What I learned from 6 months at STROGA

One of my favorite things about living in DC is the abundance of exercise options here, from Yoga and Barre studios to running clubs and more. For the past few years I dabbled in yoga, starting and stopping for different reasons. This year I was lucky enough to get passes as a gift to a local studio called STROGA, which I happily took advantage of. My first thought was “this will be fun!”, but the benefits I received were even better than expected. Not only did I have fun, but I learned some valuable and unexpected lessons along the way.

1. Practice, practice

If you were involved in something in high school or college, you were most likely practicing 5 days a week with performances and games on the weekends. These days while working full time and balancing all of life’s events, it is harder to hone in on something and make time for it. Lately I have felt like a jack of all trades dabbling here and there in things that I like, without reaching my full potential. While I am nowhere near close to perfecting yoga I have been amazed at what more consistency has allowed me to do. If you are dabbling in something but not noticing many benefits, try creating a schedule and doing it on a regular basis to maximize results.

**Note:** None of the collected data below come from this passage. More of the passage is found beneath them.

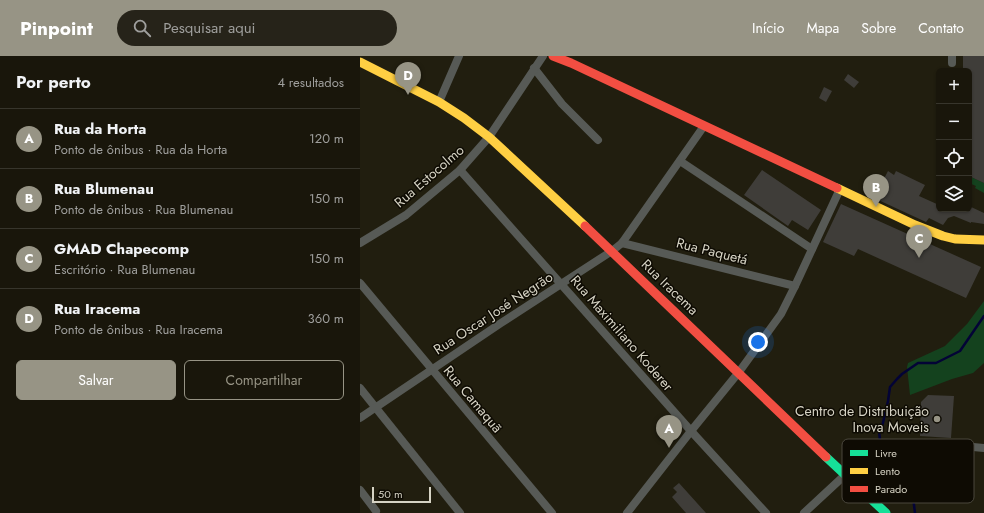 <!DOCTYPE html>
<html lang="pt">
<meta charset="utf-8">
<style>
:root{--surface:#19160b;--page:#262319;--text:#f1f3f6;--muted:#9f9f9d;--line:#37352c;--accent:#979485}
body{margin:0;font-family:Jost,sans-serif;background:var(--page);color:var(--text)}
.controls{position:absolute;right:12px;top:12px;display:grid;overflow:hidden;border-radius:6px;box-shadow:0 1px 3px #0004}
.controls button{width:36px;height:36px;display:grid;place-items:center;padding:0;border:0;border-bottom:1px solid var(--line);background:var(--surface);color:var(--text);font:20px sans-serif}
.scale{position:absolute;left:12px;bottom:10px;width:59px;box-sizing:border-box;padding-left:4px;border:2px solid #d6d3c4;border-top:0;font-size:11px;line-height:14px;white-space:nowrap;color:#d6d3c4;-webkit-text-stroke:3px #0e0b03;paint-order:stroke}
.you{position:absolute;left:398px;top:286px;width:14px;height:14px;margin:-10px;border:3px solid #fff;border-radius:50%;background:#1a73e8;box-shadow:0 0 0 6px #1a73e833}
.badge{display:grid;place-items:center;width:26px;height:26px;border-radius:50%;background:var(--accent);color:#fff;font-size:13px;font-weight:700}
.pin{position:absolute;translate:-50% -33px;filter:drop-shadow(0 1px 2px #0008)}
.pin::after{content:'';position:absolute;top:21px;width:14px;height:12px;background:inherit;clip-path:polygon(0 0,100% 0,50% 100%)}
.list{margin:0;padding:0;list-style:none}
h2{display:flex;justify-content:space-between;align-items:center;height:52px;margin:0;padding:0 16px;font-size:17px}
h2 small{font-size:13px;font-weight:400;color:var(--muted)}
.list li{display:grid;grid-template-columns:26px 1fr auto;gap:12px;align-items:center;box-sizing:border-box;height:60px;padding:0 16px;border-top:1px solid var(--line)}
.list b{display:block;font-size:15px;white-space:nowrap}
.list p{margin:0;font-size:13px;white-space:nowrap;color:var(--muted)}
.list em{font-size:13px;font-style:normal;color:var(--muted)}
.actions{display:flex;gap:8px;padding:12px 16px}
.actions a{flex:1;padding:9px 0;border:1px solid var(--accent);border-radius:6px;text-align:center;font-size:14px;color:var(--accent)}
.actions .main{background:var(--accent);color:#fff}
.icon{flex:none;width:22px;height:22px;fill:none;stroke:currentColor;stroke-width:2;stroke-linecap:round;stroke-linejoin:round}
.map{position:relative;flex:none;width:624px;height:457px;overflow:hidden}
header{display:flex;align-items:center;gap:24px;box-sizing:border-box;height:56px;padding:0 20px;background:var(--accent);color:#fff}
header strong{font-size:19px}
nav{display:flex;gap:22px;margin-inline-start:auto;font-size:14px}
.search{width:280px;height:36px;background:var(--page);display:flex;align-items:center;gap:10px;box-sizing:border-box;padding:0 14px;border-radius:22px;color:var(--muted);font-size:15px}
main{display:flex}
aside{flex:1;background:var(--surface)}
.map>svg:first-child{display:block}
</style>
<header>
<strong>Pinpoint</strong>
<div class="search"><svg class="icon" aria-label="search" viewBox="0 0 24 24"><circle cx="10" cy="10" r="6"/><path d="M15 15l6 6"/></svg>Pesquisar aqui</div>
<nav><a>Início</a><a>Mapa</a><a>Sobre</a><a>Contato</a></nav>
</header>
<main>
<aside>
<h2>Por perto<small>4 resultados</small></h2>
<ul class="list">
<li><span class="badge">A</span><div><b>Rua da Horta</b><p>Ponto de ônibus · Rua da Horta</p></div><em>120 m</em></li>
<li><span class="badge">B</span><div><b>Rua Blumenau</b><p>Ponto de ônibus · Rua Blumenau</p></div><em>150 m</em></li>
<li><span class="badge">C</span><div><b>GMAD Chapecomp</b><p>Escritório · Rua Blumenau</p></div><em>150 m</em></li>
<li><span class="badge">D</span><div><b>Rua Iracema</b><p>Ponto de ônibus · Rua Iracema</p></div><em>360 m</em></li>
</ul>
<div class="actions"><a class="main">Salvar</a><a>Compartilhar</a></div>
</aside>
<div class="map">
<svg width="624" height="457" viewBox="0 0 624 457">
<rect width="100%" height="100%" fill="#211e0f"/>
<g fill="#14421e">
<path d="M609 120 624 127V137L615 132 616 130 609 127Z"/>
<path d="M624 245V307L613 317 592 323 550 339 547 311 548 307 585 290 607 268Z"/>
</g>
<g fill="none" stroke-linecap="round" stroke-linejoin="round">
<path stroke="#030336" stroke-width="2.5" d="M555 457 553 441 527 391 520 384 519 375 522 371 528 345 530 331 537 323 542 318 558 307H576L600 295 624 260"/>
</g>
<g fill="#3f3d39">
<path d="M603 0H624V127L609 120V15H603Z"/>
<path d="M488 18 499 26 494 32 484 24Z"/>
<path d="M464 31 472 35 466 46 459 42Z"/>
<path d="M402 114 461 154 448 174 432 164 428 170 384 139Z"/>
<path d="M528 115 534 119 536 115 565 129 559 140 579 149V153H609V150L624 157V168L611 166V167L594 160 588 162 583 169 569 162 566 166 514 142Z"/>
<path d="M481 148 621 211 606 242 498 193 494 200 463 186Z"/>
<path d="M568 339 594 340 591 382 560 380 561 346Z"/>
<path d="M319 427 346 457H326L312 441 317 436 313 432Z"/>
</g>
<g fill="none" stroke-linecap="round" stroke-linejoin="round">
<g stroke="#575a56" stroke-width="8">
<path d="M592 0V7"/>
<path d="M174 12 202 48 238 84"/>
<path d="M79 46 99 0"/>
<path d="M320 105 452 193"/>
<path d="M100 114 331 375 406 457"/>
<path d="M0 187 46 159 100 114 129 81 183 0"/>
<path d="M262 187 435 230"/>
<path d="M0 227 192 457"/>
<path d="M0 332 100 457"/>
<path d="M0 362 141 267 252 195 262 187 344 70"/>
<path d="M613 391 624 392"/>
<path d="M0 434 16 455"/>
<path d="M267 457 331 375 379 316 421 258 435 230 480 133"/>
<path d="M444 457 485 419"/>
</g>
<path stroke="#16e098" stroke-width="9" d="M466 401 526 457"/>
<g stroke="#ffcf43" stroke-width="9">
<path d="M0 6 79 46 104 62 129 81 225 170"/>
<path d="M477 132 555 169 583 180 595 183 624 184"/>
</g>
<g stroke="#f24e42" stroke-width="9">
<path d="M193 0 211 7 477 132"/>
<path d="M225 170 466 401"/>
</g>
</g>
<circle fill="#979485" stroke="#0e0b03" stroke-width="1.5" cx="577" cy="363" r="4"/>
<g text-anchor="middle" stroke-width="3" stroke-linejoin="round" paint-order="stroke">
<g font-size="14" fill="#d6d3c4" stroke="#0e0b03">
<text transform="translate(69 120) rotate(-41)" y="5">Rua Estocolmo</text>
<text transform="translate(352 195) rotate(14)" y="5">Rua Paquetá</text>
<text transform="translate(310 231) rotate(44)" y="5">Rua Iracema</text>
<text transform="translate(133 257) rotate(-33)" y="5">Rua Oscar José Negrão</text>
<text transform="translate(262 277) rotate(49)" y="5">Rua Maximiliano Koderer</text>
<text transform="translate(113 343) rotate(50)" y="5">Rua Camaquã</text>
</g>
<g font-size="14" fill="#d6d3c4" stroke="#0e0b03" text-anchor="end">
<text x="569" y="360">Centro de Distribuição<tspan x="569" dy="16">Inova Moveis</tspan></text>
</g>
</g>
<rect x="482" y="383" width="132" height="64" rx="6" fill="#0e0b03" stroke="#4a473d" stroke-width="1"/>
<rect x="490" y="394" width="18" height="6" fill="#16e098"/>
<rect x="490" y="412" width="18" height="6" fill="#ffcf43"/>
<rect x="490" y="430" width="18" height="6" fill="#f24e42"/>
<g font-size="11" fill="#d6d3c4">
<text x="515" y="401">Livre</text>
<text x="515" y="419">Lento</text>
<text x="515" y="437">Parado</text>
</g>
</svg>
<div class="controls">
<button>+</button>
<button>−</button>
<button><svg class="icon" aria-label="locate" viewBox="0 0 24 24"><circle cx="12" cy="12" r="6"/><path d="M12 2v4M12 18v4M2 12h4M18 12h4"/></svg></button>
<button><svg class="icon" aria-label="layers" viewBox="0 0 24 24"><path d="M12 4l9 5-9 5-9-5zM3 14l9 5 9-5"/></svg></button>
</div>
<div class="scale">50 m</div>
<div class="you"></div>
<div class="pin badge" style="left:309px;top:392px">A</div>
<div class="pin badge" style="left:516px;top:151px">B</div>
<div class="pin badge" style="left:559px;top:202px">C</div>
<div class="pin badge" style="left:48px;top:39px">D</div>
</div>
</main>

2. You can still teach your body new things

Going to these classes taught me to face my fears and push myself to try new things. I surprised myself when I realized I was actually capable of doing it! You might see people doing crazy yoga poses or doing a spin class and think “no way”! But if you start small and work at it, you may surprise yourself as well.

3. Turning off brain chatter is hard work

Yoga is centered around mindfulness and meditation, focusing on your breath and being in the moment. While it may seem easy to do, it is extremely hard! Moments where I was able to clear my head were rare and required a lot of concentration, but I could notice the benefits immediately. Although it is challenging, like anything else the more you work at it the easier it will be. Try meditating for 5 minutes a day to start and work your way up as you get better. It may take time, but it is worth it!

4. You don’t have to be perfect

It can be hard not to compare yourself to others or try to be perfect, but it is best to turn that off when you get on the yoga mat. Yoga is about you and only you and where you are in your practice. Some people are pros and others are beginners but all are welcome at any level. Getting rid of comparisons or judgement is essential to maximizing your experience.

5. Actually, it is recommended that you make mistakes

One of the best things you can do in yoga is make a mistake and learn the difference in how it feels when you do it correctly. The main way I learned certain poses and postures was to do it completely wrong the first time or to fall over, and feel how it easy it was once I was doing it right. These were the times that helped me get to the next level.

6. Smile on a regular basis

People hold their stress in different areas and my spot is definitely my face and jaw. During class the yoga instructor would often recommend smiling and that instantly helped release tension and ease my mind. Even in normal life it can be helpful to take time to smile and notice how that releases some of the stress that you are feeling.

7. Don’t go at it alone

For a long time I thought that I knew enough about exercise to do it myself, but these last few months have shown me how wrong I am! There is no better way to  improve than to learn from the experts. Following videos can be helpful but learning the correct way to do something is essential in the beginning. This helps you build strength and prevent injury.

8. Regular exercise can change your life

Of course we all know the benefits of exercise–weight loss, increased strength, improved mood, etc. But sometimes these changes are subtle or you quit before you notice them. Taking classes for 6 months on a regular basis really allowed me to see the benefits. With exercise it is easy to start up and stop and continue that kind of cycle. A set schedule is best to get to your full potential and feel your best. You won’t regret it.

9. Patience is Key

This lesson came in two forms. The first was through learning new postures and getting better at the practice. It took me many months before I could get into a headstand, but with each class it got easier and easier. Learn to listen to your body and go at the pace that is right for you–results will come soon enough.

The instructors often mentioned patience in daily life as well as while in class. Yoga brings peace and calmness, which, in time, can be maintained in your personal life. While I am still working on this, it is an important lesson and goal to work towards. We live in a busy and hectic world and patience with yourself and others is essential.

There were many other things these past 6 months taught me but I could go on and on. Each person benefits differently from their exercise routines, but making one for yourself that you can stick to is key. Now that my passes are up, I plan to continue regular yoga by doing my 30-Day Yoga Challenge and staying consistent to continue learning and improving. Updates to come!




3 thoughts on “What I learned from 6 months at STROGA

  1. Thanks for great advice!! I am getting myself on track with a set schedule as you suggest. It is the only way. And fabulous tips.

  2. I’m just getting back into yoga after many years off (and on, like you), and you are so right about both the practice and the patience. Nice write up.